[Stored data]
►
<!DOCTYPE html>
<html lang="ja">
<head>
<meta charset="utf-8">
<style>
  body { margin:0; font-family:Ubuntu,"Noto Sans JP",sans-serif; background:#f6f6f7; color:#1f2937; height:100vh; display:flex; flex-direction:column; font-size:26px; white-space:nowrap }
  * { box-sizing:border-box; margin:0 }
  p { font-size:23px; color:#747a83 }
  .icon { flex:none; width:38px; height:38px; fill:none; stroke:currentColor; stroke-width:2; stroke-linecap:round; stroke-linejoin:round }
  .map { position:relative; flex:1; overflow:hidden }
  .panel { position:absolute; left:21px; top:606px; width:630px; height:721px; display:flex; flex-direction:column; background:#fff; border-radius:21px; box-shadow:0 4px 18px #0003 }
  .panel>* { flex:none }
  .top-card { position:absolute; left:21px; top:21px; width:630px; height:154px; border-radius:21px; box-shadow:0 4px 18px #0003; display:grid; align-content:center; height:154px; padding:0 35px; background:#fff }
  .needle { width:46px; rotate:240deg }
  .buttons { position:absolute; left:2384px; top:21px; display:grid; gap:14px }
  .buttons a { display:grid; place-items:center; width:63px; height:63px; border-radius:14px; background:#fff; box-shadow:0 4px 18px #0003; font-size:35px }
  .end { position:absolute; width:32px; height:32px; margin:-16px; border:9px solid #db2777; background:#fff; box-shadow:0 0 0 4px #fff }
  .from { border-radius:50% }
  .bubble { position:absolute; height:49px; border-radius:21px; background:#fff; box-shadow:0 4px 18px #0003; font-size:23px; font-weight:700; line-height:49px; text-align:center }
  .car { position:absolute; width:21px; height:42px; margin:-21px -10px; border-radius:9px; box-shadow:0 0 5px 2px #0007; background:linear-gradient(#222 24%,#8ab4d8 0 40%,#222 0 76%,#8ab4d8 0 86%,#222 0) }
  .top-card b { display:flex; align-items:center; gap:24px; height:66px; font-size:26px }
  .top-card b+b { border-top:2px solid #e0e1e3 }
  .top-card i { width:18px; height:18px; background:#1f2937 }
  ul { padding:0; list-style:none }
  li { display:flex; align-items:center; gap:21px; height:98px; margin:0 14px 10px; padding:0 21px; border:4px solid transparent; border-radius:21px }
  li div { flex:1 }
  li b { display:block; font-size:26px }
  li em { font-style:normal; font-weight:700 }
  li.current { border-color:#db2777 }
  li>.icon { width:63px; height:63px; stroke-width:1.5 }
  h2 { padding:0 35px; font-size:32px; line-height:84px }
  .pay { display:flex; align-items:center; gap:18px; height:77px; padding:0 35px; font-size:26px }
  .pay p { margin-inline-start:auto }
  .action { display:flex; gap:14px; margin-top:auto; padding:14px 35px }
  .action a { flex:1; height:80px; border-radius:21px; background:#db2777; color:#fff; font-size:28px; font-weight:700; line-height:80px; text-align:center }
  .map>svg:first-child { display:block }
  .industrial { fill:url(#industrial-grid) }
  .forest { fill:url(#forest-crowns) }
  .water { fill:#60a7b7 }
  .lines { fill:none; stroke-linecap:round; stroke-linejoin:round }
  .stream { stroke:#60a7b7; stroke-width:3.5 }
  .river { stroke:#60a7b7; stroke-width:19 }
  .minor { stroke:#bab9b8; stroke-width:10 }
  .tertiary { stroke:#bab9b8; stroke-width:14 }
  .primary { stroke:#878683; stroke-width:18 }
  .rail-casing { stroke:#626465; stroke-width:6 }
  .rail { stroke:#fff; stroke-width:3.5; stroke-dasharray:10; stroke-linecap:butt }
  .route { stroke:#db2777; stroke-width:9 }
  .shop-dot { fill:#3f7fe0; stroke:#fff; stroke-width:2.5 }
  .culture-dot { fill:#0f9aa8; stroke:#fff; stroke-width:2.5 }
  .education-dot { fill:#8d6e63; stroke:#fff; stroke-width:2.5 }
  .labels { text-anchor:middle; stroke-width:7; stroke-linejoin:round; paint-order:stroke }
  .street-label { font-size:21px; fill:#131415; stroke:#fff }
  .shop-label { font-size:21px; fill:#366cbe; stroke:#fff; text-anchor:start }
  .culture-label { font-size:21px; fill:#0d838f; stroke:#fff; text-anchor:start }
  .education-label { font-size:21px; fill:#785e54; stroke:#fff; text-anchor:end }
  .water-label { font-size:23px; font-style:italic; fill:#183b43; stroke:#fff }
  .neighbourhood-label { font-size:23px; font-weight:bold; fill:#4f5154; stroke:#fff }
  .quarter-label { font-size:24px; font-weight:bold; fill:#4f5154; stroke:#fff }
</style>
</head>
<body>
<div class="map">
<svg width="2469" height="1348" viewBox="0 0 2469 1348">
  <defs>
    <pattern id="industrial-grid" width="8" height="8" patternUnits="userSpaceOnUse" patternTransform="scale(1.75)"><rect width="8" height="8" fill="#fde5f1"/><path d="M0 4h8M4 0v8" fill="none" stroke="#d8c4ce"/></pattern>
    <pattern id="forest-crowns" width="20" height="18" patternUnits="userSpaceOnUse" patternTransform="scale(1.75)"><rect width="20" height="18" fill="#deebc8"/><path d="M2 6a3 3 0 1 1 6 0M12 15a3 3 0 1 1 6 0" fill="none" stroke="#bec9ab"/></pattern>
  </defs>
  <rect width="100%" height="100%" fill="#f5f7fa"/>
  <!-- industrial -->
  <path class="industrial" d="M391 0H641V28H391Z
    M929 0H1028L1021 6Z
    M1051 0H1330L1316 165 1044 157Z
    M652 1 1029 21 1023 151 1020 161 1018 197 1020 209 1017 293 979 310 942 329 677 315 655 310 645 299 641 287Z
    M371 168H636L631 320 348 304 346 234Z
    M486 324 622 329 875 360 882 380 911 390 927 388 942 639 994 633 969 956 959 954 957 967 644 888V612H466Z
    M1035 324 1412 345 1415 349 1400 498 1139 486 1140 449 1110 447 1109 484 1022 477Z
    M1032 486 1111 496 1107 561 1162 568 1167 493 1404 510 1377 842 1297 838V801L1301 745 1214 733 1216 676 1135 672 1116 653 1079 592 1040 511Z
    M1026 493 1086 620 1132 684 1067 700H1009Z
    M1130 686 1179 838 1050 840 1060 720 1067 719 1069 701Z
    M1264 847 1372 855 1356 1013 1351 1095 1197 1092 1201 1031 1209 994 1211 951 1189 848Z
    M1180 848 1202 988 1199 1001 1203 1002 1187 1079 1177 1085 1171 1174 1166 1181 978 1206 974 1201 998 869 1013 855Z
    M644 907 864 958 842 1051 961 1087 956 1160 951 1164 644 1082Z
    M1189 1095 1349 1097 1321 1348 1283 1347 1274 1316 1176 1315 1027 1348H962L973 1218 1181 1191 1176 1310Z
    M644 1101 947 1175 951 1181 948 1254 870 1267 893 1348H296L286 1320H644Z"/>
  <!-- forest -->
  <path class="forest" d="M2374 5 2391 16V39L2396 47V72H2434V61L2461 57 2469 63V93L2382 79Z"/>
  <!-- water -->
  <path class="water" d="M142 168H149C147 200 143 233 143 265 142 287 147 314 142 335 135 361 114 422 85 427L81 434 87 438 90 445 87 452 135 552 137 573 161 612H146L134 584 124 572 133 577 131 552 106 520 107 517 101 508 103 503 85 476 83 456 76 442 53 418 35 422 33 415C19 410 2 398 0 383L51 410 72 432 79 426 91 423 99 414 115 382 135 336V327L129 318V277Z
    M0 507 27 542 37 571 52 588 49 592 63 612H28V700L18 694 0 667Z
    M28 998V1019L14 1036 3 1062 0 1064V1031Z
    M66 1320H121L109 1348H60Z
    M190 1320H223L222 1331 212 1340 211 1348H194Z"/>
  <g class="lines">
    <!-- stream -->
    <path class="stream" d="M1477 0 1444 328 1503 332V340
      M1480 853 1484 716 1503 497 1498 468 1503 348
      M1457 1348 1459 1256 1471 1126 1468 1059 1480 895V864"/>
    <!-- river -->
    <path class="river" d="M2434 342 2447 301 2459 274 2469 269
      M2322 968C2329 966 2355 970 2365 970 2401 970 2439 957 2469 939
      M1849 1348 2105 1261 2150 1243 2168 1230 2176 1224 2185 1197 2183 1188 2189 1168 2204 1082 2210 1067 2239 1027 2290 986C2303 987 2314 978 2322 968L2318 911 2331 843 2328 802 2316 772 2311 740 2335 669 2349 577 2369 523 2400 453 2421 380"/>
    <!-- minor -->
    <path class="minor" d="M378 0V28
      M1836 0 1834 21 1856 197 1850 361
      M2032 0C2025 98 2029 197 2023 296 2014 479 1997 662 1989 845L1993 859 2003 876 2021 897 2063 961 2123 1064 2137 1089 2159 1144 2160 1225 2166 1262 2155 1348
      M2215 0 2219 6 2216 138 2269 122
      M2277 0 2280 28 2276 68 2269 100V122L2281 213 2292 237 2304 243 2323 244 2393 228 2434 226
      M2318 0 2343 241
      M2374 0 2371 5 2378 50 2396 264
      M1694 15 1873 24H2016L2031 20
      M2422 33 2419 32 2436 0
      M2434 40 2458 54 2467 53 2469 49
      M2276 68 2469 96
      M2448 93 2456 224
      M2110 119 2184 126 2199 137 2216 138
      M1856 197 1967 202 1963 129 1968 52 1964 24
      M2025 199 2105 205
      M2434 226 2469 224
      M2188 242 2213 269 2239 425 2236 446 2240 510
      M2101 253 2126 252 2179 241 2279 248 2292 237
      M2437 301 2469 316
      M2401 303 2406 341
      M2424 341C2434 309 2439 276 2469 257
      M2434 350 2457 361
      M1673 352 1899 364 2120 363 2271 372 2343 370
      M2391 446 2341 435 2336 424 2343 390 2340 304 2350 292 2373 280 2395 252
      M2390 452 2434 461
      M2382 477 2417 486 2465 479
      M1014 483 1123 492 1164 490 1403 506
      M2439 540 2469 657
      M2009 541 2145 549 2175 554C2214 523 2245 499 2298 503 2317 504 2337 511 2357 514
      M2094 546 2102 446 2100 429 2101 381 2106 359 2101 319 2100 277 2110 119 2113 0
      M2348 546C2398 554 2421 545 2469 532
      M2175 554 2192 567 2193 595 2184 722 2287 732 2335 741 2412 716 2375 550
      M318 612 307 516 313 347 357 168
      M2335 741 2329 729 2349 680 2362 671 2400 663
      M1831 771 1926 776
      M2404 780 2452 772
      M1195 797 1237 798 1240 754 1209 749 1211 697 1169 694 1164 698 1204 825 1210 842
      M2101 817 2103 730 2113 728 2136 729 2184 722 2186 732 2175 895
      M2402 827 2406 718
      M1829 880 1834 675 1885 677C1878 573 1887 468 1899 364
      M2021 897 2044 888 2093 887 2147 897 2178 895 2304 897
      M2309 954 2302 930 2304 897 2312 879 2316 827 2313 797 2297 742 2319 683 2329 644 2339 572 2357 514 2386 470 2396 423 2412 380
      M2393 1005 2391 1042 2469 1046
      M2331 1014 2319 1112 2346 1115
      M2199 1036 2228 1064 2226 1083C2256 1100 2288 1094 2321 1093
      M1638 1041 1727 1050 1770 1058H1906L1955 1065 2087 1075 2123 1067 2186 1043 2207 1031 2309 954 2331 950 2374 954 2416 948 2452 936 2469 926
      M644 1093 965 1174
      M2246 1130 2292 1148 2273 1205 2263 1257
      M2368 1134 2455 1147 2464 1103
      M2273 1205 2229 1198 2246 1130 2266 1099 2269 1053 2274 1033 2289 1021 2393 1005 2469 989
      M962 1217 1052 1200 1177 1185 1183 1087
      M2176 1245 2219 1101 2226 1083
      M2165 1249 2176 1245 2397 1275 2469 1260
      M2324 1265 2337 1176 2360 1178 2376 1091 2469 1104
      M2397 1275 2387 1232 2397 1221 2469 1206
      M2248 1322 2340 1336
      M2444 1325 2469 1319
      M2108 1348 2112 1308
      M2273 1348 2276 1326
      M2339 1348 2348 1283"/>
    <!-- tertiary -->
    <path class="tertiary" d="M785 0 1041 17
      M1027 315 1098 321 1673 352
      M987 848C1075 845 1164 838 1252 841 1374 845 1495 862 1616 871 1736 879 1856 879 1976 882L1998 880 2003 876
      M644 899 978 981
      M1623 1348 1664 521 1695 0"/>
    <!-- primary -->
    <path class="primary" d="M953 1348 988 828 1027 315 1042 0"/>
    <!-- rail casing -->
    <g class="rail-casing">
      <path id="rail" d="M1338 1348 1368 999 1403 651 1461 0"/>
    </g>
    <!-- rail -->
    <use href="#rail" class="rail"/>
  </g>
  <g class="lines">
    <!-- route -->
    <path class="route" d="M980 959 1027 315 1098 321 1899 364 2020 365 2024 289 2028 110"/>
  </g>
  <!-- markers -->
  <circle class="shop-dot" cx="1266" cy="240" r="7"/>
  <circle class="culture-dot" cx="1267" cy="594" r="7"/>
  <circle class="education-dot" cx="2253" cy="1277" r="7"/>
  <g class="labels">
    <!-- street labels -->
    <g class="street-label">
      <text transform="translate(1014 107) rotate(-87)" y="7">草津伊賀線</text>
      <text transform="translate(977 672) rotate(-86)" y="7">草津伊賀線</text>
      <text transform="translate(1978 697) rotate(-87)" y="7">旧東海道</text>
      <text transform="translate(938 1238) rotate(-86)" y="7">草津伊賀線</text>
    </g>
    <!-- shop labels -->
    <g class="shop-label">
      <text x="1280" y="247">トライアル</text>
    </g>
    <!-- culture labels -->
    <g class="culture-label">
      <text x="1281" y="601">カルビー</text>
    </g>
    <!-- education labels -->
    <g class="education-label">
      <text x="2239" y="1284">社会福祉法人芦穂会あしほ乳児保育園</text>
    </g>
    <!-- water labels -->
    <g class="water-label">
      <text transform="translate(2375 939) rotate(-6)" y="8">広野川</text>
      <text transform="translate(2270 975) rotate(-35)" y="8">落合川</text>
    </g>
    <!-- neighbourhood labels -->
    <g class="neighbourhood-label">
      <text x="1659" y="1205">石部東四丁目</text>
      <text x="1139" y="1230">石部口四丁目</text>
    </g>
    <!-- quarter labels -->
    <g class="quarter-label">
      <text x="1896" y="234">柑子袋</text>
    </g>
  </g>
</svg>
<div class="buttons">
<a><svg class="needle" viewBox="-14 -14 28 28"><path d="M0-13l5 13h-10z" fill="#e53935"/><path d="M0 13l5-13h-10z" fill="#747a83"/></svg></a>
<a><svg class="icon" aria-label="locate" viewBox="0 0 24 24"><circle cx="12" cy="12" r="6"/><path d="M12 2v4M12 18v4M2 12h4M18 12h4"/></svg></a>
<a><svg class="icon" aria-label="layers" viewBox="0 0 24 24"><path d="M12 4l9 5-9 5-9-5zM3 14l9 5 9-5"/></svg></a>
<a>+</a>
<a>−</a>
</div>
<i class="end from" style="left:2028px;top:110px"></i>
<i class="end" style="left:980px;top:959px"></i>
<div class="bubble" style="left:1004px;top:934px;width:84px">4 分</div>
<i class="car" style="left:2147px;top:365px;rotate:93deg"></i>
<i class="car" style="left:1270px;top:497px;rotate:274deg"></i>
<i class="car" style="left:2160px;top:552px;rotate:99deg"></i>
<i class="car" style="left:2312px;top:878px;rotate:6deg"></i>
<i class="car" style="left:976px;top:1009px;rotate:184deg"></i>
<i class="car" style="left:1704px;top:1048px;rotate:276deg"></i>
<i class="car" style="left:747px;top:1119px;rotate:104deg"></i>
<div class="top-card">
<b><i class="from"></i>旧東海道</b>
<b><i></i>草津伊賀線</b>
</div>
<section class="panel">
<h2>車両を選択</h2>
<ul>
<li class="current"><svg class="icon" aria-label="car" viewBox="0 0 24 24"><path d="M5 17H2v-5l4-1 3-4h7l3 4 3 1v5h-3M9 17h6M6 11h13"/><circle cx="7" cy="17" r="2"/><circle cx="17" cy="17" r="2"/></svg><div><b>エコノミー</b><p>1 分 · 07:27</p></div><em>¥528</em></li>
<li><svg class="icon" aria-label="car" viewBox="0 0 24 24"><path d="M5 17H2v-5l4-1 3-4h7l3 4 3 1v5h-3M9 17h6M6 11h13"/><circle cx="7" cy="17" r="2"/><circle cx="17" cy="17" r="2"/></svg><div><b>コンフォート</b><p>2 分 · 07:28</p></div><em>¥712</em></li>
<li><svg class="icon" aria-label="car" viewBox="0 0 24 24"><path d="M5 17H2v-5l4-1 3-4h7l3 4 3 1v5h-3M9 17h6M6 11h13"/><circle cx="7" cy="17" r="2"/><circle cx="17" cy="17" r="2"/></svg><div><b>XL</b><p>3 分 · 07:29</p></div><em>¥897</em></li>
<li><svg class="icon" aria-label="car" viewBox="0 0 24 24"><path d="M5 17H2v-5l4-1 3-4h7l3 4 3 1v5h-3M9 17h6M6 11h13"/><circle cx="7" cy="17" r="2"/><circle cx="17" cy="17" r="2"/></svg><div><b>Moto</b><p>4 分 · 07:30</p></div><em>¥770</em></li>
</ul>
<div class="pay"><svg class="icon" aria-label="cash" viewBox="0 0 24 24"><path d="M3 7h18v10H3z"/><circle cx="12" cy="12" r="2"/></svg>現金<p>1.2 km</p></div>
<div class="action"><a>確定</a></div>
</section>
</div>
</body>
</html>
◄
• [Exercise requirements]
With the first line being the one containing "background:#f6f6f7; color:#1f2937; height:100vh;" and the last line the one containing "border-top:2px solid #e0e1e3", transcribe exactly the lines above that fall in that range.

• [Response below]
  body { margin:0; font-family:Ubuntu,"Noto Sans JP",sans-serif; background:#f6f6f7; color:#1f2937; height:100vh; display:flex; flex-direction:column; font-size:26px; white-space:nowrap }
  * { box-sizing:border-box; margin:0 }
  p { font-size:23px; color:#747a83 }
  .icon { flex:none; width:38px; height:38px; fill:none; stroke:currentColor; stroke-width:2; stroke-linecap:round; stroke-linejoin:round }
  .map { position:relative; flex:1; overflow:hidden }
  .panel { position:absolute; left:21px; top:606px; width:630px; height:721px; display:flex; flex-direction:column; background:#fff; border-radius:21px; box-shadow:0 4px 18px #0003 }
  .panel>* { flex:none }
  .top-card { position:absolute; left:21px; top:21px; width:630px; height:154px; border-radius:21px; box-shadow:0 4px 18px #0003; display:grid; align-content:center; height:154px; padding:0 35px; background:#fff }
  .needle { width:46px; rotate:240deg }
  .buttons { position:absolute; left:2384px; top:21px; display:grid; gap:14px }
  .buttons a { display:grid; place-items:center; width:63px; height:63px; border-radius:14px; background:#fff; box-shadow:0 4px 18px #0003; font-size:35px }
  .end { position:absolute; width:32px; height:32px; margin:-16px; border:9px solid #db2777; background:#fff; box-shadow:0 0 0 4px #fff }
  .from { border-radius:50% }
  .bubble { position:absolute; height:49px; border-radius:21px; background:#fff; box-shadow:0 4px 18px #0003; font-size:23px; font-weight:700; line-height:49px; text-align:center }
  .car { position:absolute; width:21px; height:42px; margin:-21px -10px; border-radius:9px; box-shadow:0 0 5px 2px #0007; background:linear-gradient(#222 24%,#8ab4d8 0 40%,#222 0 76%,#8ab4d8 0 86%,#222 0) }
  .top-card b { display:flex; align-items:center; gap:24px; height:66px; font-size:26px }
  .top-card b+b { border-top:2px solid #e0e1e3 }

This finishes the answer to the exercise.